-- Description of the task --
Find the line containing "Map reading. Serialize" in the listing below. Repeat it exactly, along with each following line up to and including the one containing "Instruction: What data".

-- Data shown --
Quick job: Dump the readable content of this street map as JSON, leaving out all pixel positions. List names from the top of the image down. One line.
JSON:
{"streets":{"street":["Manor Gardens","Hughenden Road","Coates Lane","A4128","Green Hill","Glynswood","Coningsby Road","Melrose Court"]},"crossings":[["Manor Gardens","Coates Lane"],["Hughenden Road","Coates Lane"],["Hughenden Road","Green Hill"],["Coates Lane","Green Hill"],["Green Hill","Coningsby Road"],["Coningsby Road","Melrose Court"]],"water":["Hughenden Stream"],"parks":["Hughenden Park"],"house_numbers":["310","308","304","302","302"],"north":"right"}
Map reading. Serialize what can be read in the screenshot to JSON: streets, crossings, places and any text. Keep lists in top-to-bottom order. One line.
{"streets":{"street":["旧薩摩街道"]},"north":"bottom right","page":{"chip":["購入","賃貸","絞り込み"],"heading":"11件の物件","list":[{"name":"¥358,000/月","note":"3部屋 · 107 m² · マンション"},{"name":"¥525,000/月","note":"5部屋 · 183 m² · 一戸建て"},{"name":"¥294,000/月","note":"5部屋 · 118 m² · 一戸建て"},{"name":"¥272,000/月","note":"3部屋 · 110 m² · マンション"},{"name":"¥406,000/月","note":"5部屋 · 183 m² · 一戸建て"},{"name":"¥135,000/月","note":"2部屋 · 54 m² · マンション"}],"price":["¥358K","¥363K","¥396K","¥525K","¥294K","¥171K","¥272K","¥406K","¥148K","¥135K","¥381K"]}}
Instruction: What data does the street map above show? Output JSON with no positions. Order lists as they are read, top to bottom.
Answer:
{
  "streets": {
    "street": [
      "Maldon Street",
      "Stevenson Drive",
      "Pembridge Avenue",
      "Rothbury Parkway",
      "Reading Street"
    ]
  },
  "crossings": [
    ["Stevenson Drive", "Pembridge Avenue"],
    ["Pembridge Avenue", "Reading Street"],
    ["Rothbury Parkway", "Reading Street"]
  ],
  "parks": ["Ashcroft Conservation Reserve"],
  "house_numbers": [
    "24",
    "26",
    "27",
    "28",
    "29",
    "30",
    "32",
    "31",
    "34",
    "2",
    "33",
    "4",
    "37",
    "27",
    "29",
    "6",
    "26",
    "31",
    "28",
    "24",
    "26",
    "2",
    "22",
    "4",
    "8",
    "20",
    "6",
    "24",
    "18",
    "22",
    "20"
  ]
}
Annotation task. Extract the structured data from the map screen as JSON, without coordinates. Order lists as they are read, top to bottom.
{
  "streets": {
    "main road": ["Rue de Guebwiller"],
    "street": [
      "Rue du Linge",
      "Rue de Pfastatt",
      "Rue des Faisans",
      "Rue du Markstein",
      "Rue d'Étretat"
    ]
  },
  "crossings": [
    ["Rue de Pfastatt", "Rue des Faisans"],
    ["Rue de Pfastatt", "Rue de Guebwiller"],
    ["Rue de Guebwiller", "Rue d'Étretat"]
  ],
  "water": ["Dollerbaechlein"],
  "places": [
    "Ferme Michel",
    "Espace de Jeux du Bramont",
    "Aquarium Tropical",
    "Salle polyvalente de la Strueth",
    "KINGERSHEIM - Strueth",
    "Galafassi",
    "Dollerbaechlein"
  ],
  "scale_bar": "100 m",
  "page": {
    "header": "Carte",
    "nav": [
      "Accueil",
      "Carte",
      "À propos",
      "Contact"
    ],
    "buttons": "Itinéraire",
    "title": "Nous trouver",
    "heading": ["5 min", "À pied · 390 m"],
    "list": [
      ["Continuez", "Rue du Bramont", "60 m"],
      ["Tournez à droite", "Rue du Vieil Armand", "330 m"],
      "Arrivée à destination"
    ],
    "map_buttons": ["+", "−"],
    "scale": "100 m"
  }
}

-- Expected answer --
Map reading. Serialize what can be read in the screenshot to JSON: streets, crossings, places and any text. Keep lists in top-to-bottom order. One line.
{"streets":{"street":["旧薩摩街道"]},"north":"bottom right","page":{"chip":["購入","賃貸","絞り込み"],"heading":"11件の物件","list":[{"name":"¥358,000/月","note":"3部屋 · 107 m² · マンション"},{"name":"¥525,000/月","note":"5部屋 · 183 m² · 一戸建て"},{"name":"¥294,000/月","note":"5部屋 · 118 m² · 一戸建て"},{"name":"¥272,000/月","note":"3部屋 · 110 m² · マンション"},{"name":"¥406,000/月","note":"5部屋 · 183 m² · 一戸建て"},{"name":"¥135,000/月","note":"2部屋 · 54 m² · マンション"}],"price":["¥358K","¥363K","¥396K","¥525K","¥294K","¥171K","¥272K","¥406K","¥148K","¥135K","¥381K"]}}
Instruction: What data does the street map above show? Output JSON with no positions. Order lists as they are read, top to bottom.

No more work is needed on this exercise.